Exercise instructions: Only one number is wanted: the count of lines in the records below that hold the word "data".
START The records
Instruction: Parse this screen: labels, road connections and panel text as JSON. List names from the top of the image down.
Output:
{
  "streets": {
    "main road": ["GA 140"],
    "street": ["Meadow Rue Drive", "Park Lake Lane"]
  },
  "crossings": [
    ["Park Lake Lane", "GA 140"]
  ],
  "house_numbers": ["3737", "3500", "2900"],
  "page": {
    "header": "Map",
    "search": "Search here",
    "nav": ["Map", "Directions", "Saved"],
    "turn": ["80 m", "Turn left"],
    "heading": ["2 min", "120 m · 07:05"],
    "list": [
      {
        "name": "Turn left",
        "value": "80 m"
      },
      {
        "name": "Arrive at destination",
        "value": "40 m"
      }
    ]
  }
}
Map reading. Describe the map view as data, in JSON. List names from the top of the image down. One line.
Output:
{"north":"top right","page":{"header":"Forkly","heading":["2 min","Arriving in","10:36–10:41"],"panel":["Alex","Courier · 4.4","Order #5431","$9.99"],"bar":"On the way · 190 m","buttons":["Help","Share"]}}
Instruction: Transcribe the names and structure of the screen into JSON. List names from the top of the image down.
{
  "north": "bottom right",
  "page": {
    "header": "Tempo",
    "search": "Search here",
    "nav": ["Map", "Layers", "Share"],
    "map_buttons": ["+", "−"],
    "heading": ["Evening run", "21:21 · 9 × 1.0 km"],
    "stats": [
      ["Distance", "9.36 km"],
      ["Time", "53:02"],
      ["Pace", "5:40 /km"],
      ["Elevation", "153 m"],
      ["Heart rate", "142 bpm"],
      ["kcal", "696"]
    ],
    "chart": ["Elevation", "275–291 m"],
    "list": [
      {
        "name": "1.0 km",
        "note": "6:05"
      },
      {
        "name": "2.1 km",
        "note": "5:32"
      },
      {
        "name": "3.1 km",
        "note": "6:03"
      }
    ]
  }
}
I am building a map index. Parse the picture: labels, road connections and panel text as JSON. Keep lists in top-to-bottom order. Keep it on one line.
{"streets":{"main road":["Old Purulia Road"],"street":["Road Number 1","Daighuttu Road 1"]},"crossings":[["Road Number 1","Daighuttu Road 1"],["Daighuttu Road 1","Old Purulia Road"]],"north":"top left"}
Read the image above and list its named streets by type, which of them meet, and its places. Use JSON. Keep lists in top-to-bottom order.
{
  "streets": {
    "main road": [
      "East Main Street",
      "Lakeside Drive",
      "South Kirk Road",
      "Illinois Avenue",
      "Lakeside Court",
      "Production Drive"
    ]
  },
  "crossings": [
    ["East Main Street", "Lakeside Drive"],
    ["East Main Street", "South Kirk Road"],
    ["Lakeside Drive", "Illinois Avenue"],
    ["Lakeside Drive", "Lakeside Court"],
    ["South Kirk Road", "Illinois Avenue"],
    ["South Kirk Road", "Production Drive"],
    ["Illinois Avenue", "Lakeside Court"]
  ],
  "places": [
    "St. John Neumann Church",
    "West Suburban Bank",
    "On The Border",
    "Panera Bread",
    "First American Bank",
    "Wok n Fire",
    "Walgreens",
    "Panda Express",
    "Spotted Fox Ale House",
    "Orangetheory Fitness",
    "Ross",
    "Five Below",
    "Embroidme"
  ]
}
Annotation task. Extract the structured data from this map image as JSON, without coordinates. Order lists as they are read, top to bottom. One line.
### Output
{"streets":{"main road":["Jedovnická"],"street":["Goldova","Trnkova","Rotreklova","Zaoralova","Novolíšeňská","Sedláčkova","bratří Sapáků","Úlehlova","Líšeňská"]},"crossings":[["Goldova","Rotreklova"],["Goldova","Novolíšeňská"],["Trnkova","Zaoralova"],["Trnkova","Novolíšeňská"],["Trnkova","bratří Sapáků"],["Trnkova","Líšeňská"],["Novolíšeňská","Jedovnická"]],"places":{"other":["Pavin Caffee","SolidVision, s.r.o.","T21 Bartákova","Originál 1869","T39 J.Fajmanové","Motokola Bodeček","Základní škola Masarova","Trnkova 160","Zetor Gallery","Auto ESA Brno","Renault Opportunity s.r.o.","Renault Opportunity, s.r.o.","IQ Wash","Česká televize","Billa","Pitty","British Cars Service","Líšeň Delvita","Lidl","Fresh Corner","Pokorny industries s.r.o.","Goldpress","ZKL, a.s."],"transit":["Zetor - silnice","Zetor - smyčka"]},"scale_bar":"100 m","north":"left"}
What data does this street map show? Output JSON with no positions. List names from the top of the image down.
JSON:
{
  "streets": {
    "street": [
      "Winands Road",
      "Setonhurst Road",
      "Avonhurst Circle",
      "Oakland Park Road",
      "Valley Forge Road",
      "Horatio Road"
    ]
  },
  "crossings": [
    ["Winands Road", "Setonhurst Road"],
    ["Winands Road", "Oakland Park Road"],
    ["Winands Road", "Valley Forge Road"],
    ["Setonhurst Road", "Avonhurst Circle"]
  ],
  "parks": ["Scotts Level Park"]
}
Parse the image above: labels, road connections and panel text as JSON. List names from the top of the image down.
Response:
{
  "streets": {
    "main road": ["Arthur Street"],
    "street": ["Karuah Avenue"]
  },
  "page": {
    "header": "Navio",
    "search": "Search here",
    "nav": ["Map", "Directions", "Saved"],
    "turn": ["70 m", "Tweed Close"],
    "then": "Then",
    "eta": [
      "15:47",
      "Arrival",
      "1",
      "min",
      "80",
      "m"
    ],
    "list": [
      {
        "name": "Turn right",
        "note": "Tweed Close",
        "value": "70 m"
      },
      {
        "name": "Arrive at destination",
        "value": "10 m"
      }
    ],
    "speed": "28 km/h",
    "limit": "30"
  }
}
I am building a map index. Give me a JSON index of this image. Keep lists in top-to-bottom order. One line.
END The records
Answer box: 3